14* Afterward he appeared unto the eleven as they sat at meat, and upbraided them with their unbelief and hardness of heart, because they believed not them which had seen him after he was risen.

Gill Stanning said...

Rosemary: Do you need a direct COMMAND? Is this a Biblical reponse to God's word? Do you ignore all else in the Bible except specific commands from God or do you look at obvious models of exemplary behaviour by his people and model those too? After all, Paul said 'All Scripture is God-breathed and is useful for teaching, rebuking, correcting and training in righteousness.' With this in mind; if a woman is shown to be teaching men with God's blessing (even in an indirect way) and this teaching is a positive experience for those men in the context that she is shown, then we HAVE to take note.
1. Priscilla taught Apollos (albeit with her husband) but she was clearly actively part of the experience.
2. Huldah taught the important officials from the King.
'And the King commanded Hilkiah the priest, and Ahikam the son of Shaphan, and Achbor the son of Miciah, and Shaphan the scribe, and Asiah the King's servant, saying,
Go ye, inquire of the Lord for me, and for the people, and for all Judah, concerning the words of this book that is found, for great is the wrath of the Lord that is kindled against us, because our fathers have not hearkened unto the words of this book, to do according unto all that which is written concerning us.
So Hilkiah the priest, and Ahikam, and Achbor, and Shaphan, and Asaiah, went unto Huldah the prophetess, the wife of Shallum the son of Tikvah, the son of Harhas, keeper of the wardrobe - now she dwelt in Jerusalem in the second quarter - and they spoke with her.
And she said unto them: Thus saith the Lord, the God of Israel: Tell ye the man that sent you unto me:
Thus saith the Lord: Behold, I will bring evil upon this place and upon the inhabitants thereof, even all the words of the book which the king of Judah hath read.' (2 Kings 22:13-16)
3. Deborah lead Israel as Judge. In those times to lead politically meant to enquire of the Lord and talk of him and his will to others. It may not specifically say she 'taught', but I find it hard to understand how one can lead and judge without verbal wisdom which is after all teaching..
All these examples were within patriarchal societies who were less than encouraging of women using their God given gifts to lead... I find them most encouraging.

Janice said...

Have you read Cheryl Schatz on Gal 3:28?

Here's a very small part of it:

Gentiles inherit all of the promises of Abraham right alongside the Jews. Women inherit all of the promises and rights of sons alongside the men. Slaves inherit the kingdom promises of Abraham right alongside the free born. Just as all have been brought into salvation, so the outworking of salvation, the sanctification and privileges of sonship belong to all.
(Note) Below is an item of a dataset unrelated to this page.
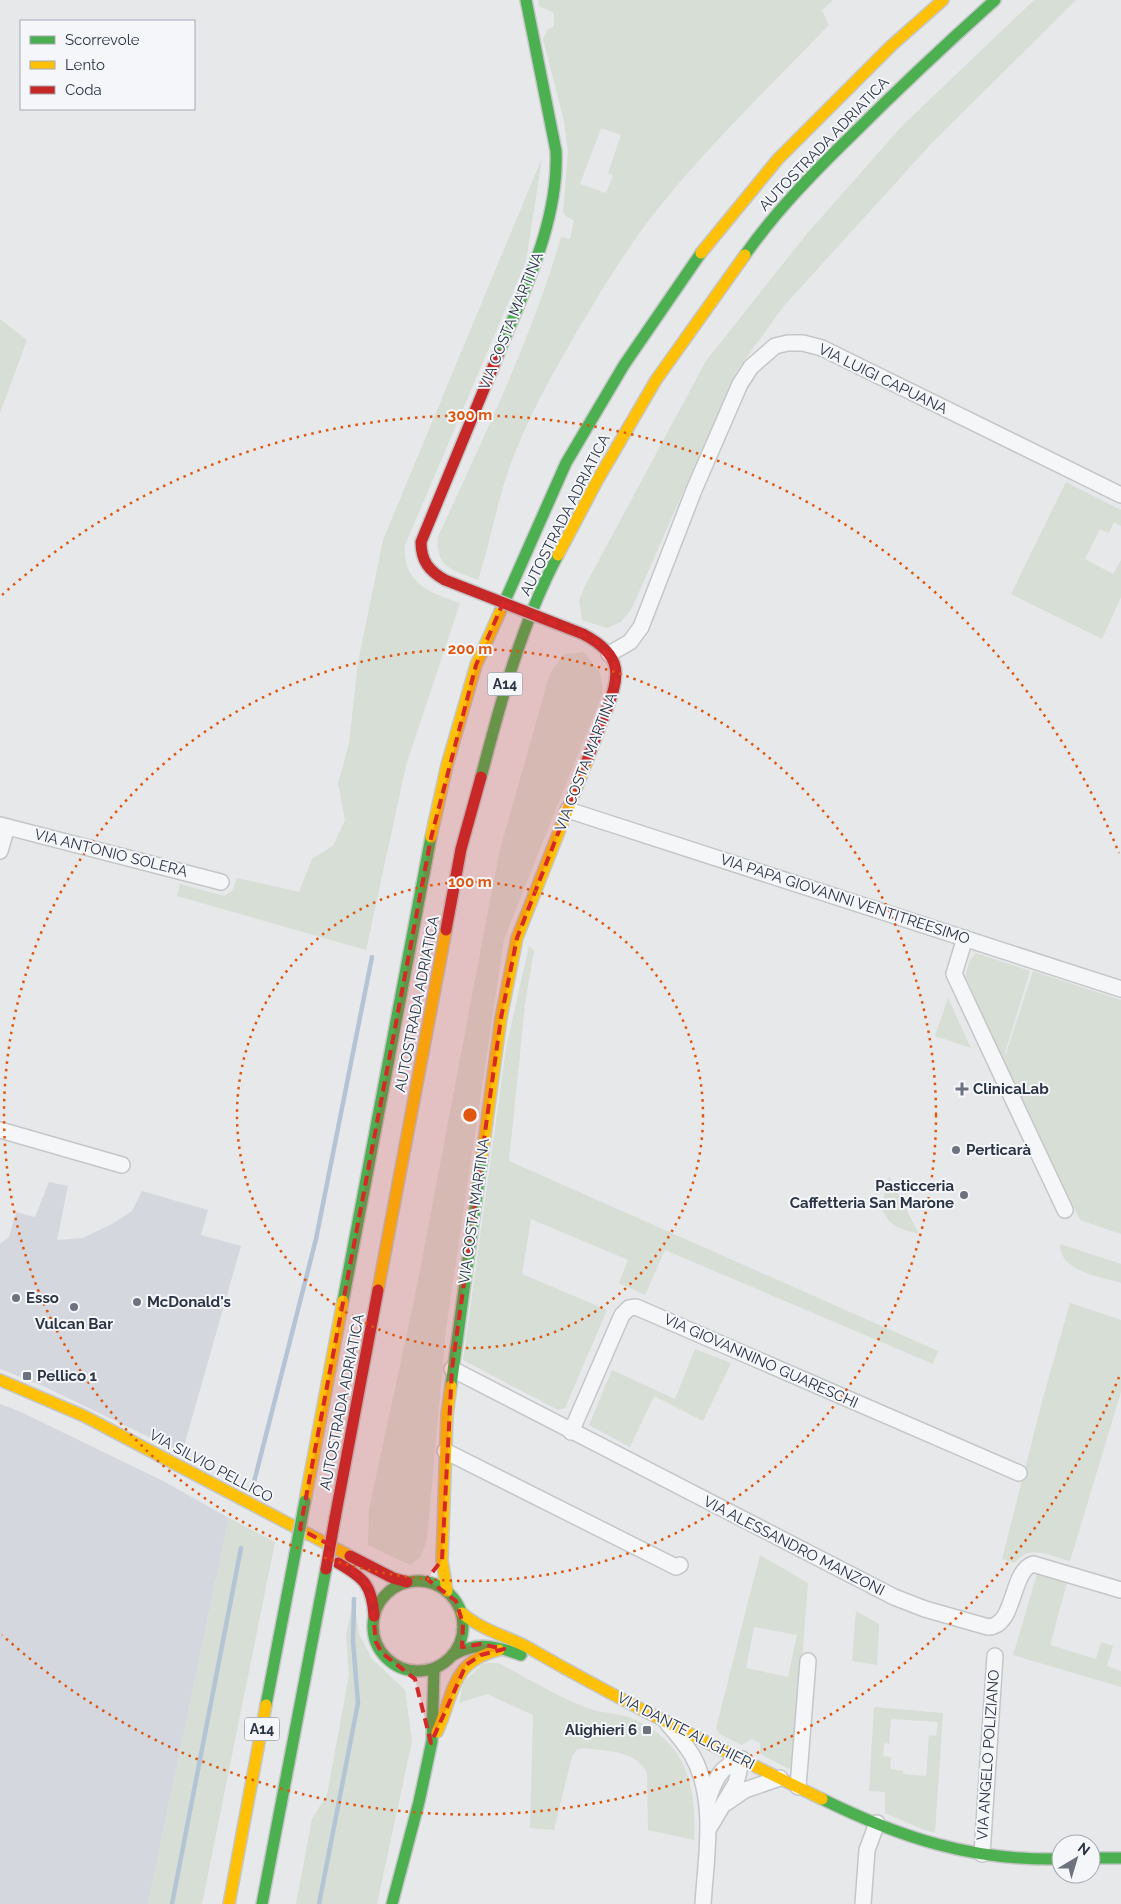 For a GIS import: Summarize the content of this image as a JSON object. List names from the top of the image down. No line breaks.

I'm still thinking about the quote, "that which is not assumed is not saved". If it's so important that Christ was male (and therefore only male presbyters can properly represent Him) then it's equally important that Christ was not female. He assumed maleness but did not assume femaleness. Therefore, by that reasoning, females can't be saved.
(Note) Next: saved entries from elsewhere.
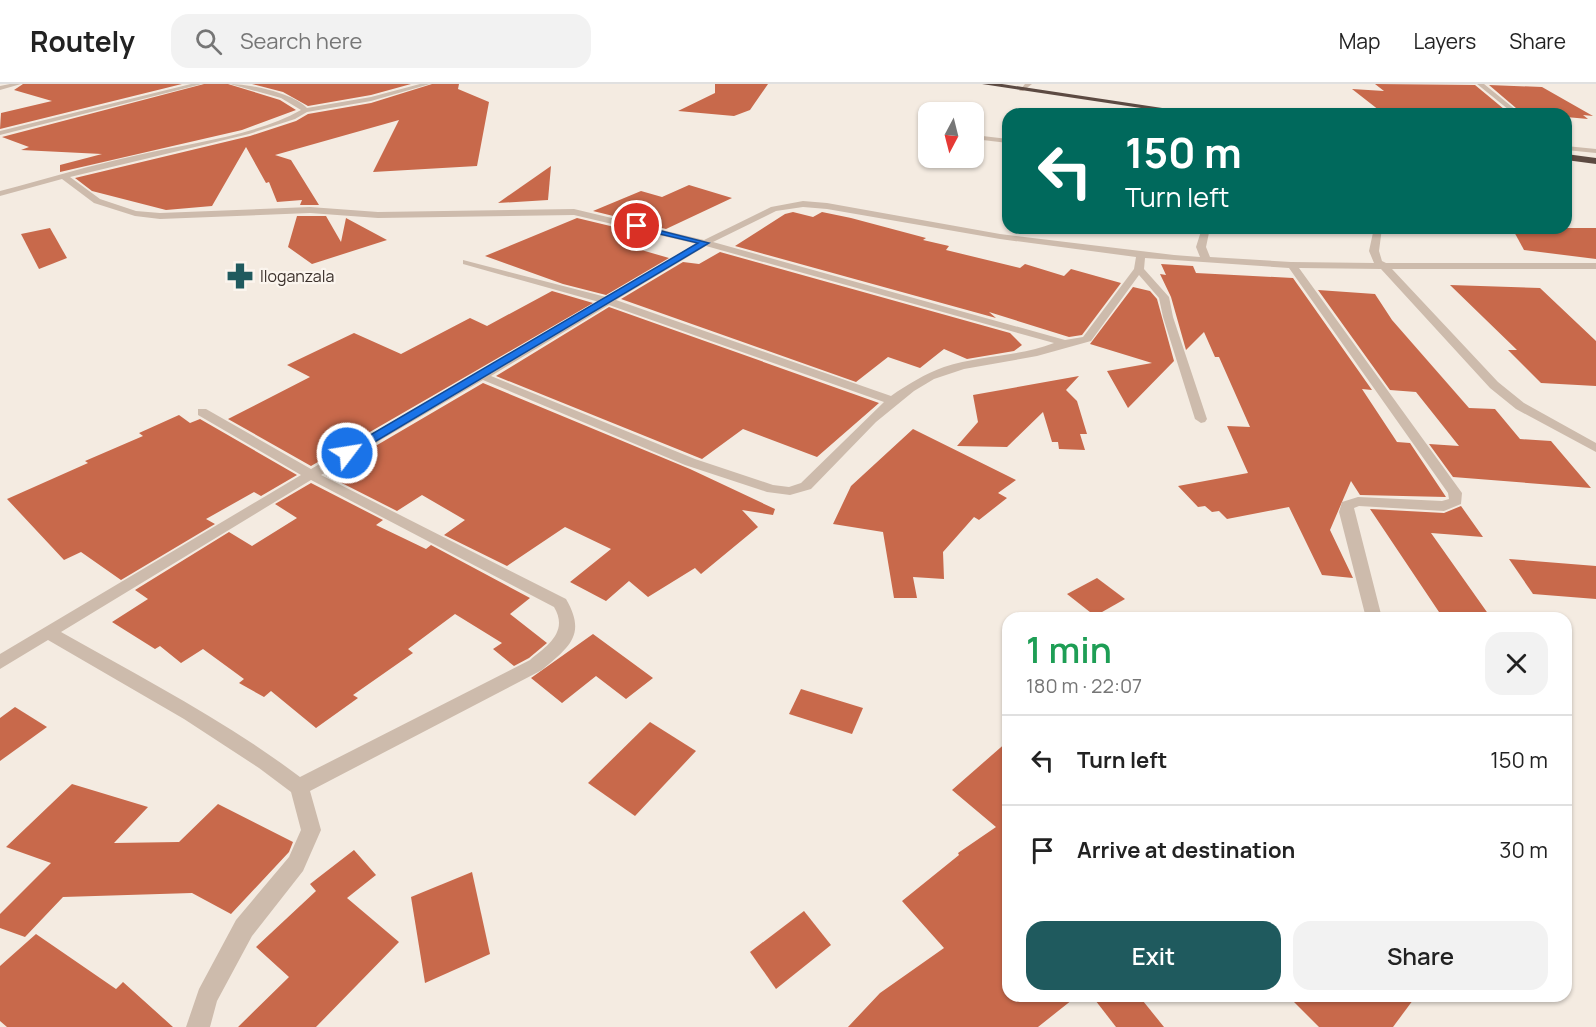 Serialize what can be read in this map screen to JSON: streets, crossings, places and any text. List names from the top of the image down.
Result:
{
  "places": {
    "pharmacy": ["Iloganzala"]
  },
  "north": "bottom",
  "page": {
    "header": "Routely",
    "search": "Search here",
    "nav": ["Map", "Layers", "Share"],
    "turn": ["150 m", "Turn left"],
    "heading": ["1 min", "180 m · 22:07"],
    "list": [
      {
        "name": "Turn left",
        "value": "150 m"
      },
      {
        "name": "Arrive at destination",
        "value": "30 m"
      }
    ],
    "buttons": ["Exit", "Share"]
  }
}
I don't believe that. I do believe that too many men and women have mistaken their cultural presuppositions for God's Word.

Rachel Marszalek said...

This is becoming a very interesting discussion. Thank you all for your contributions. I wonder what the church in the future will make of our wranglings in the present moment. We are in the middle of a movement so obsessed with role and function. I continue to read about the theological tangles people get themselves into as they present Christ's ontological equality and yet eternal functional subordination. Gilbert Bilezikian is very interesting on this front.

What is encouraging now is that even some who hold to this doctrine are divorcing it from its applications to men and women and how they should relate to one another.

As we come out of a modernist culture and yet as Christians fear some of the uncertainties that come with post-modernism, it would seem that some of us, reacting against the 'new-modern' must make the Bible 'modernist' in its message.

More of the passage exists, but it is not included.